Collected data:
==========

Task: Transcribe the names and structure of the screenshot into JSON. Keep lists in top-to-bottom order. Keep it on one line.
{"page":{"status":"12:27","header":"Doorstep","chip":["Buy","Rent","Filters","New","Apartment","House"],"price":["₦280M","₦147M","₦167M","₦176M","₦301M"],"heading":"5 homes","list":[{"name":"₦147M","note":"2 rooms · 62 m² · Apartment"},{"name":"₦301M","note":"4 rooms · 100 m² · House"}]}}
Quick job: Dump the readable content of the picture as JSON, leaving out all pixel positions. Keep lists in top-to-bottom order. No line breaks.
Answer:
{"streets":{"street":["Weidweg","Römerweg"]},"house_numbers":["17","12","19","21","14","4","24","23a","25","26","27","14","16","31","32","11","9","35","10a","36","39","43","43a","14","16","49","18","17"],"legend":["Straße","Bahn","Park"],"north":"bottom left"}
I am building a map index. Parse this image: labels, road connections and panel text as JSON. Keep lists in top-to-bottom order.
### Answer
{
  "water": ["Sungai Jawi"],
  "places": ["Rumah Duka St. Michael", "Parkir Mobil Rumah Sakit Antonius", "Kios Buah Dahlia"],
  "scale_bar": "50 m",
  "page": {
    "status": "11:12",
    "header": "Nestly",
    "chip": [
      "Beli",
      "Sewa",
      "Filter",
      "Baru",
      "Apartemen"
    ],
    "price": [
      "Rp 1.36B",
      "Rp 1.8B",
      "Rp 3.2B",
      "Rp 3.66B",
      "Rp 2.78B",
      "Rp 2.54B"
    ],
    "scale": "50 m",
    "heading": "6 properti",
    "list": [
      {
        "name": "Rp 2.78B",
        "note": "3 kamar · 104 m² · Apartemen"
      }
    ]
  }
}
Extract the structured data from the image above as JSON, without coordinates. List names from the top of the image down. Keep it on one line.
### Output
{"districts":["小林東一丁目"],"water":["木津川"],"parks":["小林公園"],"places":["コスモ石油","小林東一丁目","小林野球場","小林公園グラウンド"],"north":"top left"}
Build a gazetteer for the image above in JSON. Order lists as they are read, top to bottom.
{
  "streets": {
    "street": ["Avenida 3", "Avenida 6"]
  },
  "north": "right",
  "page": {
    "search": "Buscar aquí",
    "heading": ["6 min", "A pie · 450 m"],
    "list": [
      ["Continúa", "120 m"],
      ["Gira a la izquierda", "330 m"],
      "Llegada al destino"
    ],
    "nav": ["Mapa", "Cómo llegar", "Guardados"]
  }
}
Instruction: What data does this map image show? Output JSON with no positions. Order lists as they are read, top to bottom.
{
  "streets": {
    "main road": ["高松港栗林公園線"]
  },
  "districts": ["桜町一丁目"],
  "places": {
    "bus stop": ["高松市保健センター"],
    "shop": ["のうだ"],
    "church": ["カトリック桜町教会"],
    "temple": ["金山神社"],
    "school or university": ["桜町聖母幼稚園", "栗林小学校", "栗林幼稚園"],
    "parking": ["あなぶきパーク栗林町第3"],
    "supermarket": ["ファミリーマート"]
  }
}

==========

## PROBLEM DETAILS
Reproduce the preceding records exactly and completely.

## YOUR SOLUTION
Task: Transcribe the names and structure of the screenshot into JSON. Keep lists in top-to-bottom order. Keep it on one line.
{"page":{"status":"12:27","header":"Doorstep","chip":["Buy","Rent","Filters","New","Apartment","House"],"price":["₦280M","₦147M","₦167M","₦176M","₦301M"],"heading":"5 homes","list":[{"name":"₦147M","note":"2 rooms · 62 m² · Apartment"},{"name":"₦301M","note":"4 rooms · 100 m² · House"}]}}
Quick job: Dump the readable content of the picture as JSON, leaving out all pixel positions. Keep lists in top-to-bottom order. No line breaks.
Answer:
{"streets":{"street":["Weidweg","Römerweg"]},"house_numbers":["17","12","19","21","14","4","24","23a","25","26","27","14","16","31","32","11","9","35","10a","36","39","43","43a","14","16","49","18","17"],"legend":["Straße","Bahn","Park"],"north":"bottom left"}
I am building a map index. Parse this image: labels, road connections and panel text as JSON. Keep lists in top-to-bottom order.
### Answer
{
  "water": ["Sungai Jawi"],
  "places": ["Rumah Duka St. Michael", "Parkir Mobil Rumah Sakit Antonius", "Kios Buah Dahlia"],
  "scale_bar": "50 m",
  "page": {
    "status": "11:12",
    "header": "Nestly",
    "chip": [
      "Beli",
      "Sewa",
      "Filter",
      "Baru",
      "Apartemen"
    ],
    "price": [
      "Rp 1.36B",
      "Rp 1.8B",
      "Rp 3.2B",
      "Rp 3.66B",
      "Rp 2.78B",
      "Rp 2.54B"
    ],
    "scale": "50 m",
    "heading": "6 properti",
    "list": [
      {
        "name": "Rp 2.78B",
        "note": "3 kamar · 104 m² · Apartemen"
      }
    ]
  }
}
Extract the structured data from the image above as JSON, without coordinates. List names from the top of the image down. Keep it on one line.
### Output
{"districts":["小林東一丁目"],"water":["木津川"],"parks":["小林公園"],"places":["コスモ石油","小林東一丁目","小林野球場","小林公園グラウンド"],"north":"top left"}
Build a gazetteer for the image above in JSON. Order lists as they are read, top to bottom.
{
  "streets": {
    "street": ["Avenida 3", "Avenida 6"]
  },
  "north": "right",
  "page": {
    "search": "Buscar aquí",
    "heading": ["6 min", "A pie · 450 m"],
    "list": [
      ["Continúa", "120 m"],
      ["Gira a la izquierda", "330 m"],
      "Llegada al destino"
    ],
    "nav": ["Mapa", "Cómo llegar", "Guardados"]
  }
}
Instruction: What data does this map image show? Output JSON with no positions. Order lists as they are read, top to bottom.
{
  "streets": {
    "main road": ["高松港栗林公園線"]
  },
  "districts": ["桜町一丁目"],
  "places": {
    "bus stop": ["高松市保健センター"],
    "shop": ["のうだ"],
    "church": ["カトリック桜町教会"],
    "temple": ["金山神社"],
    "school or university": ["桜町聖母幼稚園", "栗林小学校", "栗林幼稚園"],
    "parking": ["あなぶきパーク栗林町第3"],
    "supermarket": ["ファミリーマート"]
  }
}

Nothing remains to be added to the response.